Here’s a brief outline of suggestions based on a three day experience:

• Visit the Mercado de la Paz to check out the fresh food and get a bead on Spanish fare. In that market do not miss the Casa Dani cafeteria within the market for the best tortilla de patatas you will find in Spain – light, fluffy, yet thick and tasty. The other market not to miss is Mercado de San Miguel, magnificently recently restored and offering snacks and tapas. (pic - quick fix of chorizo in a cone in the market)

• Nearby visit Lavinia, a superb wine shop that stocks stunning Spanish wines, offers tastings, wine tutorials and has an excellent tapas menu to relax over.

• If you want to buy Spanish cult wines, go to Latintoreria in Calle Gurtubay – a wine cave that sells to top oenophiles.

• For dinner try Atlantico for Gallician seafood specialties and fine wine. Or the superb Castelados, where the bar decorations are amazing and the food totally delicious in a modern but approachable style. Or push the boundaries and eat Angel Leon’s plankton cuisine at Glass – the décor is so over the top modern and edgy it almost spoils the equally edgy food.

• Go into the older area of the city near the Royal Palace, into the winding backstreets and find a modern sourdough bakery café with preserved city ruins are incorporated into the clever décor. Santa Eulalia serves wine, excellent coffee, juices, cakes and their magnificent sourdoughs.

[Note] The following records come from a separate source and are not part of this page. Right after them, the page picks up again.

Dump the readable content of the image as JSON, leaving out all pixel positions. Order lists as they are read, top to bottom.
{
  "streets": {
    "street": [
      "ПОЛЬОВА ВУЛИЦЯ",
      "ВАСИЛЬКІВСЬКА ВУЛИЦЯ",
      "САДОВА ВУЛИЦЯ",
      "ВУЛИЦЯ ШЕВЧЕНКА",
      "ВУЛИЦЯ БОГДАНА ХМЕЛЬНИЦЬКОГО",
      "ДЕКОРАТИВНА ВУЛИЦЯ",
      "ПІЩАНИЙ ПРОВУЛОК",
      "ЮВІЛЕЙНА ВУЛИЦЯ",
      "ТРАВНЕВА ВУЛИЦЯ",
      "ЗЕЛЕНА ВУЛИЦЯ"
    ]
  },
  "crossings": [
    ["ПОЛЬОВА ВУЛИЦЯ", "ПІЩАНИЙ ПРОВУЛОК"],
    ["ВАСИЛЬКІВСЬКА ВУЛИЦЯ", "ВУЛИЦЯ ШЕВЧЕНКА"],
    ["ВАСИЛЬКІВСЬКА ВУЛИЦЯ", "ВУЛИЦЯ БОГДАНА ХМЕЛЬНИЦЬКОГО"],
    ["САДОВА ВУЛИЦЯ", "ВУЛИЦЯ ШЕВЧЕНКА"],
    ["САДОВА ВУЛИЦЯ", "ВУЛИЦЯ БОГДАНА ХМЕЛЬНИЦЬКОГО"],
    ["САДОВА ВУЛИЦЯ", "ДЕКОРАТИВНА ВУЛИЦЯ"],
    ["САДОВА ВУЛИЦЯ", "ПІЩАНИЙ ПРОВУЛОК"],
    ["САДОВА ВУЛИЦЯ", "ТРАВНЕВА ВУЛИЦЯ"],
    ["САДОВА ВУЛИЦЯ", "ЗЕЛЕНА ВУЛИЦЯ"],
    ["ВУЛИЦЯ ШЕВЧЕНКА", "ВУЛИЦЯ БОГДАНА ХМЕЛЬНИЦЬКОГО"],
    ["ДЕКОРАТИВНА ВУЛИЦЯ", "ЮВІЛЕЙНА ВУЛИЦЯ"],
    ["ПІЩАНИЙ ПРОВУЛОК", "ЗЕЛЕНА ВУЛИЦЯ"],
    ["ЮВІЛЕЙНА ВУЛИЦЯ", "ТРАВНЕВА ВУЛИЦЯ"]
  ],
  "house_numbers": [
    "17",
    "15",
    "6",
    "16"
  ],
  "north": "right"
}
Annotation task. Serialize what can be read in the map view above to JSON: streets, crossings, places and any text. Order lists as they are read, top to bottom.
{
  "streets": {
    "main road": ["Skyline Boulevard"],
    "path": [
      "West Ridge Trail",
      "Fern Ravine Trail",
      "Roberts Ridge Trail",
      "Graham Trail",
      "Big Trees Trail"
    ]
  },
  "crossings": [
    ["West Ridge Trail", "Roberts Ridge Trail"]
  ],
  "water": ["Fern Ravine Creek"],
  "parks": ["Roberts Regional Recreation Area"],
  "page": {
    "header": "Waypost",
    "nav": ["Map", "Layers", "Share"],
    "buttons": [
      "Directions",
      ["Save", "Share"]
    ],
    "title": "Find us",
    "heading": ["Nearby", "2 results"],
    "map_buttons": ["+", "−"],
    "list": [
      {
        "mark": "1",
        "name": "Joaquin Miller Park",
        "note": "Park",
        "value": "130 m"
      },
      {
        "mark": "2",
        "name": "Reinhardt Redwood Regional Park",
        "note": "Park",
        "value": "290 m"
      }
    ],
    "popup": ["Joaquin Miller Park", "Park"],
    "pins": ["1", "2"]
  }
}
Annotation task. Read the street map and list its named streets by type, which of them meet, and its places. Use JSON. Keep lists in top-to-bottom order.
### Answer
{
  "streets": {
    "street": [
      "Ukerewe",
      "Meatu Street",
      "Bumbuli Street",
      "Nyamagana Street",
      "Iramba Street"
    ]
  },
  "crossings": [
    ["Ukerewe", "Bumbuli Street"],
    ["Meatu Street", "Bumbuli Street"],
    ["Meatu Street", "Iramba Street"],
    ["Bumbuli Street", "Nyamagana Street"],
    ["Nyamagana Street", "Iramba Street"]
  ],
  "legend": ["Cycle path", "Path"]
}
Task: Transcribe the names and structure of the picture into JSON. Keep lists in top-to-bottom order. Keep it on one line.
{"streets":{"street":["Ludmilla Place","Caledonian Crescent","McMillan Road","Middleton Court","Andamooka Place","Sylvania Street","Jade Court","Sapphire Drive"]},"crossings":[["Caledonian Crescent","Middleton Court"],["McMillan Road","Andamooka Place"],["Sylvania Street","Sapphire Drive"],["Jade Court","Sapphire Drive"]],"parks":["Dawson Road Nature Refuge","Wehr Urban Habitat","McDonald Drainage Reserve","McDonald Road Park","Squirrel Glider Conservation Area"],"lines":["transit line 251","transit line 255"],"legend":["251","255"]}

• Bars. Essential in Madrid if you are going to get to know the city. El Mollete is in Calle de la Bola is tiny and friendly and can’t be too bad if it is Francis Ford Coppola’s haunt when he’s in Madrid. La Venencia is an ancient sherry bar where the Socialists hung out and plotted. And you absolutely have to go to Casa Labra which has been serving tapas and beer or wine since 1860. Only three tapas are served, battered bacalao, croquetas, and preserved tuna topped with tomato. Perfect with the small glasses of beer most locals seem to order.

With thanks to Gabriela Llamas, and Mark Godden for some of their local expertise.